## [TASK DIRECTIONS]
Report each line of the data that has "minor" somewhere in it.

EXERCISE INPUT Block Start

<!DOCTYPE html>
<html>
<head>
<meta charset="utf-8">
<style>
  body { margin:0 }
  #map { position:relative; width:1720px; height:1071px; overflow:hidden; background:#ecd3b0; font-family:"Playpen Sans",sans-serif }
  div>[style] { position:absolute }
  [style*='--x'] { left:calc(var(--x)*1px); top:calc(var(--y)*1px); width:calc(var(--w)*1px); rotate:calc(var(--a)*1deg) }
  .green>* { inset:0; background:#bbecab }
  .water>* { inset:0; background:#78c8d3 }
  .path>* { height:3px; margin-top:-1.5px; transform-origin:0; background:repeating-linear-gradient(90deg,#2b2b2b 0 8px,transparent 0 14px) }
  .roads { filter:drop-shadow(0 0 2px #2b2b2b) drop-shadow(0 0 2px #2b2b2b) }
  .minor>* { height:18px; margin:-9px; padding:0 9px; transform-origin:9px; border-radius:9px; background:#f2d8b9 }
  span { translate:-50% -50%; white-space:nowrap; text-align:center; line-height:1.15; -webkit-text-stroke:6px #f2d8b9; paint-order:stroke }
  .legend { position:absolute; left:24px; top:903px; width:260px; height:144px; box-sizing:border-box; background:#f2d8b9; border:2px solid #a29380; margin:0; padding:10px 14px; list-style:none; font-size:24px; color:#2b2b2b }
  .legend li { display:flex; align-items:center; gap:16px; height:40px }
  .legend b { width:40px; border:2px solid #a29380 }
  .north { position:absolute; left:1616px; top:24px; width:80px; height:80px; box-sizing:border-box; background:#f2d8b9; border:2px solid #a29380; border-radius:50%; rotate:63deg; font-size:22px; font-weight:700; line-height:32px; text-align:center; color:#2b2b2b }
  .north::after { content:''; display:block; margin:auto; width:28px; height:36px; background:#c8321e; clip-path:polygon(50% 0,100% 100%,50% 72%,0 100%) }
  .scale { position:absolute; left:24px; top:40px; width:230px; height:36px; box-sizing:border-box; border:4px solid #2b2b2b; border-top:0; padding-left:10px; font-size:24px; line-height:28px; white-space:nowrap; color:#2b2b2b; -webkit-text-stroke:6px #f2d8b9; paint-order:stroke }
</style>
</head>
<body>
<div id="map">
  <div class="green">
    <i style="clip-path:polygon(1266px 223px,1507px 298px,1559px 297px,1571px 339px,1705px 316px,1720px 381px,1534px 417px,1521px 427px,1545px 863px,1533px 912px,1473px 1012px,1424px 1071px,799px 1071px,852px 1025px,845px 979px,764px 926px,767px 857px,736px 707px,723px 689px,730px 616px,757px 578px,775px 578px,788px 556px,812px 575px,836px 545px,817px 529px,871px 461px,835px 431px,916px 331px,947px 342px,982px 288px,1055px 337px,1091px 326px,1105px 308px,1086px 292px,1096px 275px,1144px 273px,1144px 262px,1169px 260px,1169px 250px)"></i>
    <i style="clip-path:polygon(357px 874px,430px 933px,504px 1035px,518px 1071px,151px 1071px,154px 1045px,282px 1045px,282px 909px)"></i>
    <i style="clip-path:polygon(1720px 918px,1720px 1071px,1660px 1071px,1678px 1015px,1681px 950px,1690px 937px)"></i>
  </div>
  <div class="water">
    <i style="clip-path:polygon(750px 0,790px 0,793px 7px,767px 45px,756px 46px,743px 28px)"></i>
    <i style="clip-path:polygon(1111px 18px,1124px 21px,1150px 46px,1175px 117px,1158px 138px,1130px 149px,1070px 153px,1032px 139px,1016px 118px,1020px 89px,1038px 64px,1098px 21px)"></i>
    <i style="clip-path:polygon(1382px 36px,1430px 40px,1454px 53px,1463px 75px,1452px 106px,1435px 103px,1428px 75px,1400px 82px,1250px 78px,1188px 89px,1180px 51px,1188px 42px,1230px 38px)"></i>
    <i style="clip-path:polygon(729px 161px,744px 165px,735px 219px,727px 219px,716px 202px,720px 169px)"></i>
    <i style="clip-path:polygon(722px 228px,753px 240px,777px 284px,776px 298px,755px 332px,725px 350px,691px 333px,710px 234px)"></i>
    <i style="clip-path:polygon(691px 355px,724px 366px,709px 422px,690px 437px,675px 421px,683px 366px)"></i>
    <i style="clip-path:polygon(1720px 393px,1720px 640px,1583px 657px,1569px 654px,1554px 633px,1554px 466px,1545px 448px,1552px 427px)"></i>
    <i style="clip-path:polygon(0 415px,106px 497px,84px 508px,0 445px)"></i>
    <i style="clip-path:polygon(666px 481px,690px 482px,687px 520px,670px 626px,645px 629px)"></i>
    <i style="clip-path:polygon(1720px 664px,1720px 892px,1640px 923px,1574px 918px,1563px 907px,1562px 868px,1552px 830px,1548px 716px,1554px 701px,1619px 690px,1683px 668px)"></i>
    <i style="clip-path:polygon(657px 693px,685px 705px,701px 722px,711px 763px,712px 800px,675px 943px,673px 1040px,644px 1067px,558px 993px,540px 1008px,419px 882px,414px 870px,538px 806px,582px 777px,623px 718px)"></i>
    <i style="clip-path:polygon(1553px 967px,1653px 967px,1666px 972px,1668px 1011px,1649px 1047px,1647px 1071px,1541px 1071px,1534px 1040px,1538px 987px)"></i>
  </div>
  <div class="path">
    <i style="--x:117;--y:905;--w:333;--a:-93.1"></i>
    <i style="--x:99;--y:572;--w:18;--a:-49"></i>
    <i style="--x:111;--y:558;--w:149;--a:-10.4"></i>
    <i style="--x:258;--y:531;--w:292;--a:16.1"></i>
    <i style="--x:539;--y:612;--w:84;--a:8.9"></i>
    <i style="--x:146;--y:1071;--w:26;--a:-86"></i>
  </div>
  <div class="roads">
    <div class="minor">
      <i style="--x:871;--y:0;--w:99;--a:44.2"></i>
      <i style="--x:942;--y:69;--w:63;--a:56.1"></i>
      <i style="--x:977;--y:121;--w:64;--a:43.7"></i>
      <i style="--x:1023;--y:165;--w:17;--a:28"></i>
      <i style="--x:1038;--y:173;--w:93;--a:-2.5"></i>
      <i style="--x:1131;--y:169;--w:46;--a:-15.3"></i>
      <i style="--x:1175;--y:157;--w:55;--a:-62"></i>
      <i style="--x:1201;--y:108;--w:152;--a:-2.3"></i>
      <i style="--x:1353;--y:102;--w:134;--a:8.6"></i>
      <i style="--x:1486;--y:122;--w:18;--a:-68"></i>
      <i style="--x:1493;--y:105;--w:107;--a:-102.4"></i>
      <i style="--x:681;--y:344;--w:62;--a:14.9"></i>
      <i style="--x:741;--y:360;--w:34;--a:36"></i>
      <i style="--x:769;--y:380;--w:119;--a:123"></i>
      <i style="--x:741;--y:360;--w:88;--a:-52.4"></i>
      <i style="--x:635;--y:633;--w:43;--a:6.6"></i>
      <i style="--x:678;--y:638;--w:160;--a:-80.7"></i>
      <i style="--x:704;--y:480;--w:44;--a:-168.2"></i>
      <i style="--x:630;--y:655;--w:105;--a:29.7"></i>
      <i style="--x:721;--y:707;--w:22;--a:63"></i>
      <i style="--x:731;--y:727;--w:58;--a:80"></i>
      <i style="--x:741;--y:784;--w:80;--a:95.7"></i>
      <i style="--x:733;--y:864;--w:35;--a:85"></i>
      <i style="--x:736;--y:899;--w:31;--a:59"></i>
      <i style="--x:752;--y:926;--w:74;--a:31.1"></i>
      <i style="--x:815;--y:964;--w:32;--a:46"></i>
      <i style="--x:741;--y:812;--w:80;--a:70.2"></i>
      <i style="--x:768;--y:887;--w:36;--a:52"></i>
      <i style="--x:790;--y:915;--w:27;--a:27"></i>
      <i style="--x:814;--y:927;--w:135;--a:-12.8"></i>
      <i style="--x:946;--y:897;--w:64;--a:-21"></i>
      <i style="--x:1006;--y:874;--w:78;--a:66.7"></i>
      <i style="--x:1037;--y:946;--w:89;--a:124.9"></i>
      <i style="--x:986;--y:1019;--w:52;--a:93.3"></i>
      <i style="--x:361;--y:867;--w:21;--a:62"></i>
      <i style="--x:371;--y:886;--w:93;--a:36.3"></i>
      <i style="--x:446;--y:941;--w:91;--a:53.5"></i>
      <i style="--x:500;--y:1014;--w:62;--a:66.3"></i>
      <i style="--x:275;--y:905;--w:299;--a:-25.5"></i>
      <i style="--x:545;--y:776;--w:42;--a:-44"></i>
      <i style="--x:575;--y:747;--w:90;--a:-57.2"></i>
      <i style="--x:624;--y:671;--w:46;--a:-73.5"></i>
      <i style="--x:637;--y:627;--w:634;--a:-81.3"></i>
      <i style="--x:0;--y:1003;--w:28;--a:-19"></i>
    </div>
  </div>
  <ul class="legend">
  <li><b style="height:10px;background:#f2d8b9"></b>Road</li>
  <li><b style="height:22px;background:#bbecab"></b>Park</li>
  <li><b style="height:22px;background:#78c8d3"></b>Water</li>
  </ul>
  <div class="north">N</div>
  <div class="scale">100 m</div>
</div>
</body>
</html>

EXERCISE INPUT Block End

## [EXPECTED OUTPUT]
  .minor>* { height:18px; margin:-9px; padding:0 9px; transform-origin:9px; border-radius:9px; background:#f2d8b9 }
    <div class="minor">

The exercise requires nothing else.